Keeping pace with an educational shift, publisher Merion Matters has revamped and renamed its publication ADVANCE for NPs & PAs. As of March, the allied-health magazine is now known as Nurse Practitioner Perspective.

The daily website will continue to publish fresh content and will keep the “NPs & PAs” name and URL. An NP & PA newsletter, sent to around 75,000 and 80,000 subscribers, is also keeping its name.

[Update: reader reaction to this story prompted Merion Matters to contact MM&M to note that the ADVANCE e-newsletter and website will “continue to be valuable to both the PA community as well as the NP community,” and clarified that by NP the publisher means NPs and DNPs.]

The print publication’s name change follows a move that’s being made in academia. Schools are slowly phasing out the master’s level of Nurse Practitioner training in favor of doctorate-level education as of 2015.

The new title also includes an endorsement of Doctors of Nursing Practice Incorporated, which will also provide a column about the doctors-of-nursing movement in every print issue.

The print publication will also focus on what a survey of its 100,000 reader base showed are their interests: business topics, practice ownership, prescribing issues and legal concerns.

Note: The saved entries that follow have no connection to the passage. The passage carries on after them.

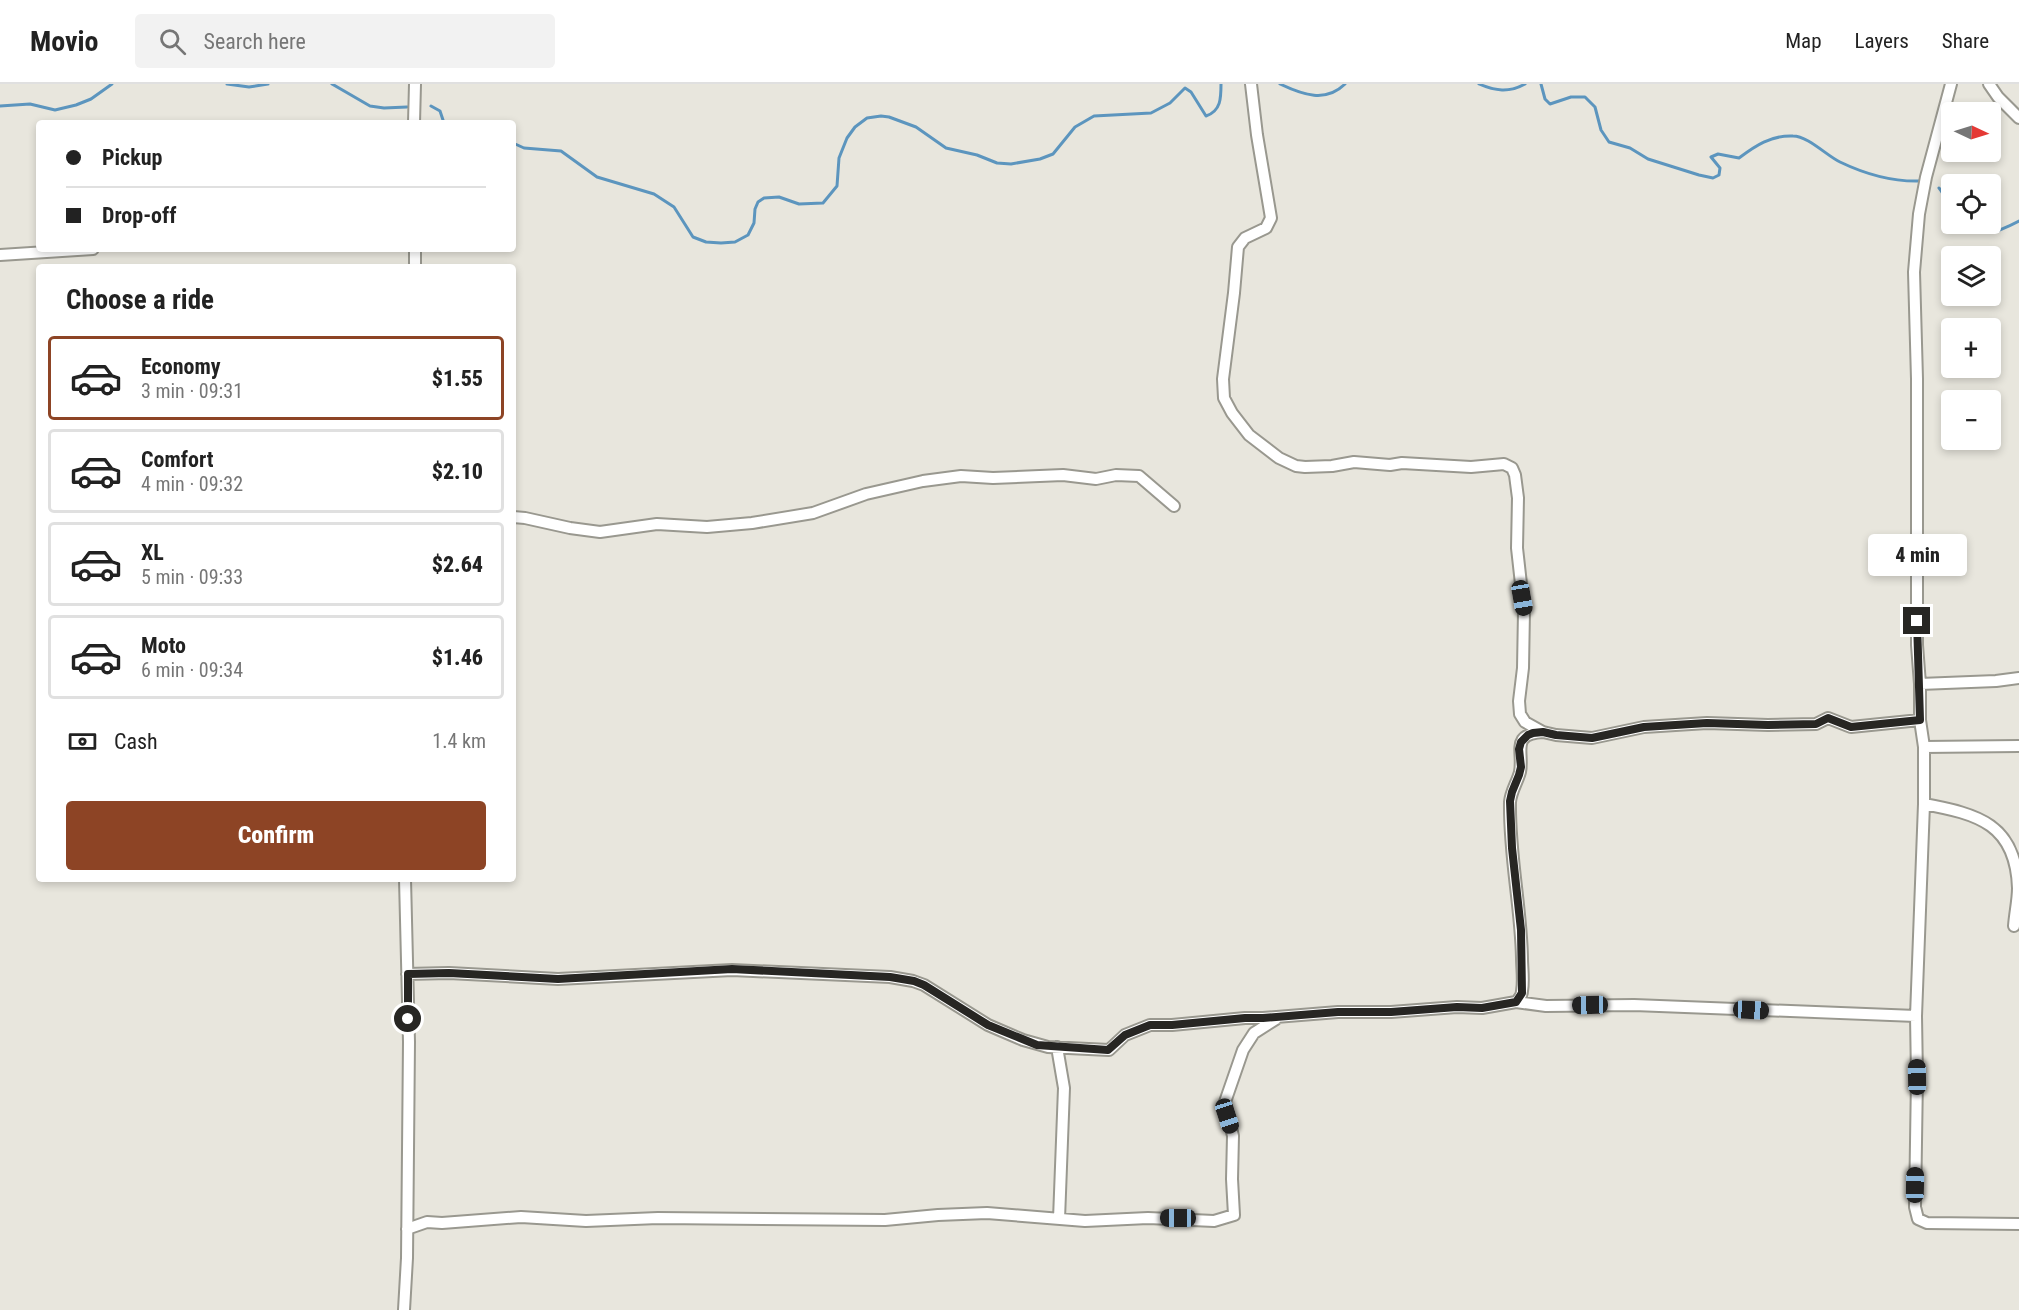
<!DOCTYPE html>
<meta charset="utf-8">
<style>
:root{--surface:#fff;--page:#f2f2f2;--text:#222;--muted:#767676;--line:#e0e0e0;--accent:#8d4425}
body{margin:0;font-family:"Roboto Condensed",sans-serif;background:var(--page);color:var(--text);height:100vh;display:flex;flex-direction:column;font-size:22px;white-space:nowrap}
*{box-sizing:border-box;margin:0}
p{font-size:20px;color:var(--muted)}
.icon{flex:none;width:33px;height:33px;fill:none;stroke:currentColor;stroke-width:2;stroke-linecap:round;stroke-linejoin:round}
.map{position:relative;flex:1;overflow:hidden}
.drawer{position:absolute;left:36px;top:180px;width:480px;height:618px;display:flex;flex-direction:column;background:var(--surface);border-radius:6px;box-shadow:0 3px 9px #0003}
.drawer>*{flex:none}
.banner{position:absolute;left:36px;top:36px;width:480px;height:132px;border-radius:6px;box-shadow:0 3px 9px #0003;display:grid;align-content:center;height:132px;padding:0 30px;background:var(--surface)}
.needle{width:39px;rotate:94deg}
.fabs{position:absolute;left:1941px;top:18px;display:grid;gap:12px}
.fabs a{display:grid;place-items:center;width:60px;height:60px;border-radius:6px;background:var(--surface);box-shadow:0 3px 9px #0003;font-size:30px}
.end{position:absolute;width:27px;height:27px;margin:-14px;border:8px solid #272623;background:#fff;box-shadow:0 0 0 3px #fff}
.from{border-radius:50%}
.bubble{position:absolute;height:42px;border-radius:6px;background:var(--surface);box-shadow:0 3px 9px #0003;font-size:20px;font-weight:800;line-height:42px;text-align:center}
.car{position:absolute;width:18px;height:36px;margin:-18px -9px;border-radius:8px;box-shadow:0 0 4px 2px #0007;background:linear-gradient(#222 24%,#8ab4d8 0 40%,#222 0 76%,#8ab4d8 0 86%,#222 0)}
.banner b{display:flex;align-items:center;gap:21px;height:57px;font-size:22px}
.banner b+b{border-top:2px solid var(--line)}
.banner i{width:15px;height:15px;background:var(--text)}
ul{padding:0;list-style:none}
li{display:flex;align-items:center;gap:18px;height:84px;margin:0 12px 9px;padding:0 18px;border:3px solid var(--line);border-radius:6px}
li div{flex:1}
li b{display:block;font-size:22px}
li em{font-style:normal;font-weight:800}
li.on{border-color:var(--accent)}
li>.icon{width:54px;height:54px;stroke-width:1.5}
h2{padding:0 30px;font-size:27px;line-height:72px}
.pay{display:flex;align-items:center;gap:15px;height:66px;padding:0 30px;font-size:22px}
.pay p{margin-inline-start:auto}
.action{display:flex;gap:12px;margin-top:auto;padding:12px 30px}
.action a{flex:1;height:69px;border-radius:6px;background:var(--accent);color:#fff;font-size:24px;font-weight:800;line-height:69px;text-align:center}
header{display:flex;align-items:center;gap:36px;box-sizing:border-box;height:84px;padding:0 30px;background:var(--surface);border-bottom:2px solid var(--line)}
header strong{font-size:28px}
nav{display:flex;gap:33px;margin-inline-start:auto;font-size:21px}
.search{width:420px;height:54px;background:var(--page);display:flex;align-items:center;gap:15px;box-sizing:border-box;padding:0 21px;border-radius:6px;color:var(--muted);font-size:22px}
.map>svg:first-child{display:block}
</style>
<header>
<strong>Movio</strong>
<div class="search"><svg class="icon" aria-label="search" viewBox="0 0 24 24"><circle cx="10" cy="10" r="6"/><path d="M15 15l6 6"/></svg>Search here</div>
<nav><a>Map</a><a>Layers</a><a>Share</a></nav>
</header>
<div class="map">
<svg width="2019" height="1226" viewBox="0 0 2019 1226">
<rect width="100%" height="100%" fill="#e8e6dd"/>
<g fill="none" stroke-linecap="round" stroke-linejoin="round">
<path stroke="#5c95be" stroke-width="3" d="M227,0L249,3L268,0
M332,0L370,22L384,24L407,23
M1280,0C1303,11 1326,19 1345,0
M1479,0C1495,7 1509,9 1525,0
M1541,0L1545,15L1550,20L1571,13H1585L1595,23L1601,46L1609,58L1630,64L1648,75L1699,91L1713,94L1719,91L1720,84L1711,73L1718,70L1739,74C1755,62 1771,51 1793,52C1808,52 1827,72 1840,78C1865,90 1894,98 1921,97
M0,22L30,20L55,26L76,21L91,15L112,0
M431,22L440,27L444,39
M513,59L524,64L561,67L597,93L654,110L674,123L693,153L706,158L721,159L735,158L748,151L754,139L755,125L758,118L764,114L779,113L799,120L823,119L837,102L839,74L847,54L855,43L867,34L881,32L889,33L916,43L946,64L977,71L997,79L1011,80L1040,75L1053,70L1075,43L1094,32L1151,29L1170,19L1185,4L1191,8L1206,32C1221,27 1221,14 1221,0
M1939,104C1945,111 1946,118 1952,126
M1962,140C1985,154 1996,149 2019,137"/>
<defs>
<path id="minor" d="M1251,0L1257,51L1271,134L1266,144L1245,154L1238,163L1234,209L1223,295L1224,314L1232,329L1249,351L1279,374L1296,382L1305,383L1332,382L1354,378L1390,381L1402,379L1471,383L1504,380L1512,384L1515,391L1518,414L1517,464L1524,527L1523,584L1519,617L1520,630L1525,638L1543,648L1556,651L1592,654L1644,643L1707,639L1768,641L1816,640L1828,634L1851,643L1920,636
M1951,0L1926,93L1919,130L1914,188L1917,295V561L1920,600V636L1924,663V720L1916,932L1917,993L1915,1123L1918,1135L1927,1139L2019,1140
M1989,0L1998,13L2019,34
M414,39L415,0
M415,165V183
M0,171L93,165
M513,433L525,434L570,444L600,448L657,440L707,443L752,439L813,429L866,410L923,397L961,392L993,394L1063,391L1096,395L1116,391L1139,392L1174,422
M1920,600L1996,597L2019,594
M1924,663L2019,662
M1924,720C1978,730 2016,740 2018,804C2018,816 2015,829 2014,842
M407,890L449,889L558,895L732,886L890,893L913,897L924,901L988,941L1023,956L1048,963L1109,966L1125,951L1150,941H1172L1245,934H1263L1338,928H1391L1457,923L1482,924L1516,918C1519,915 1522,911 1522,907C1524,896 1522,885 1522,874C1521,822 1509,771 1510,718C1511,707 1517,699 1520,688C1524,668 1510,650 1543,648
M1516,918L1546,922L1634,921L1916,932
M1057,963L1064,1004L1059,1135
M407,1145L427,1138L442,1139L521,1133L586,1137L658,1134L885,1136L938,1131L987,1129L1085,1137L1148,1134L1214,1137L1234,1131L1232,1095L1233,1052L1225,1018L1243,966L1254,949L1276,935
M404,1226L407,1174L409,958L405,795"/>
</defs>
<use href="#minor" stroke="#99988f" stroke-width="14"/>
<use href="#minor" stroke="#fff" stroke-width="10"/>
</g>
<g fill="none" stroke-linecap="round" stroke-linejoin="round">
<path stroke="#272623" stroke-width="8" d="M408,935V890L449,889L558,895L732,885L890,893L914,897L924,901L988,941L1037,961L1108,966L1125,951L1150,941H1172L1245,934H1263L1338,928H1391L1457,923L1482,924L1516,918L1522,909L1521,846L1512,764L1510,717L1512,708L1519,691L1521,683L1519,665L1521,658L1528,651L1533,649L1543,648L1556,651L1592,654L1644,643L1707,639L1768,641L1816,640L1828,634L1851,643L1920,636L1917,537"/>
</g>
</svg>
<div class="fabs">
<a><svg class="needle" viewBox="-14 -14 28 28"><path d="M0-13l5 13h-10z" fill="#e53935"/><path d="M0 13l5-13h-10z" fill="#767676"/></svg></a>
<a><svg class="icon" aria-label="locate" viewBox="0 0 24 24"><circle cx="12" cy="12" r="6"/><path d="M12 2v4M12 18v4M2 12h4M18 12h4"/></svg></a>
<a><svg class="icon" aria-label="layers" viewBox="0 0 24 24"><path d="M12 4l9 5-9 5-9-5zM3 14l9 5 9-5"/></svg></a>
<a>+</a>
<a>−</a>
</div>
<i class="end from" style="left:408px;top:935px"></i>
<i class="end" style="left:1917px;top:537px"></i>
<div class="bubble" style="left:1868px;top:450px;width:99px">4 min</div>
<i class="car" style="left:1522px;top:514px;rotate:170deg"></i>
<i class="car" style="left:1590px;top:921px;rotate:269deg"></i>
<i class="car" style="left:1751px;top:926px;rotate:93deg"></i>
<i class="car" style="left:1917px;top:993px;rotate:359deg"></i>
<i class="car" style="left:1227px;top:1032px;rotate:162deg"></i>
<i class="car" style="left:1915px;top:1101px;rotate:1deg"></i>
<i class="car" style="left:1178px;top:1134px;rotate:270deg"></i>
<div class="banner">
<b><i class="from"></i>Pickup</b>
<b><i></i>Drop-off</b>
</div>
<section class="drawer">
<h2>Choose a ride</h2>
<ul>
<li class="on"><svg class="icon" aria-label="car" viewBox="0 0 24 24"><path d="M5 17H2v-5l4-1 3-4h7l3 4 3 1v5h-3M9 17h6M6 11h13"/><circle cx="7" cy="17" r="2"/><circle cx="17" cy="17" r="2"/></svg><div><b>Economy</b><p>3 min · 09:31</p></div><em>$1.55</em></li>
<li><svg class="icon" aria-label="car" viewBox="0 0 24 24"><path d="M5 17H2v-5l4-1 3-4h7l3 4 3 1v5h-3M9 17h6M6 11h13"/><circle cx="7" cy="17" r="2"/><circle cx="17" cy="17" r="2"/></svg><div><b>Comfort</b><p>4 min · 09:32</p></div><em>$2.10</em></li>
<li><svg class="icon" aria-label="car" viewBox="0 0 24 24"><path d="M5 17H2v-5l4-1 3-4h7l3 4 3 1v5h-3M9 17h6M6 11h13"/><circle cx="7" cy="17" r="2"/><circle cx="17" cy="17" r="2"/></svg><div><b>XL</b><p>5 min · 09:33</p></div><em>$2.64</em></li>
<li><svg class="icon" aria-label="car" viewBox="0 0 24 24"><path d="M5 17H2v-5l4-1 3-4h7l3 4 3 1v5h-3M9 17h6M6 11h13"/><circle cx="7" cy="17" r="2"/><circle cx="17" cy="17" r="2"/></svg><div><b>Moto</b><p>6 min · 09:34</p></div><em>$1.46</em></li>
</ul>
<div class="pay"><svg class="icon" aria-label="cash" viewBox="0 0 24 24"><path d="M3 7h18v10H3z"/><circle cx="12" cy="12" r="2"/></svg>Cash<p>1.4 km</p></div>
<div class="action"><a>Confirm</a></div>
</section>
</div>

“The most common or significant themes are going to be scope of practice. Nurse practitioners have been working very hard…to gain independent practice authority,” editor Michelle Pronsati told MM&M. Many states require that NPs be affiliated with a doctor’s office, even though they may have a distinct physical location.

Prosanti says the editorial team had already been thinking about these issues for their readers, so the survey confirmed that they were going in the right direction. “It was great to see it written down that what we were developing or thinking would be a good mix of content,” she said.

Marketing supervisor Jessica Weisbrot added that the publishing schedule for the advertising-supported print publication was designed for ease. “I think the bi-monthly, honestly, makes it digestible…we’re all starved for time.”

Weisbrot said one thing she’d like to see change on the advertising side would be greater interest from technology firms. “More NPs are going to be able to have their [own] practice,” she explained, which means a greater need for the technology that is most often associated with a physician’s office.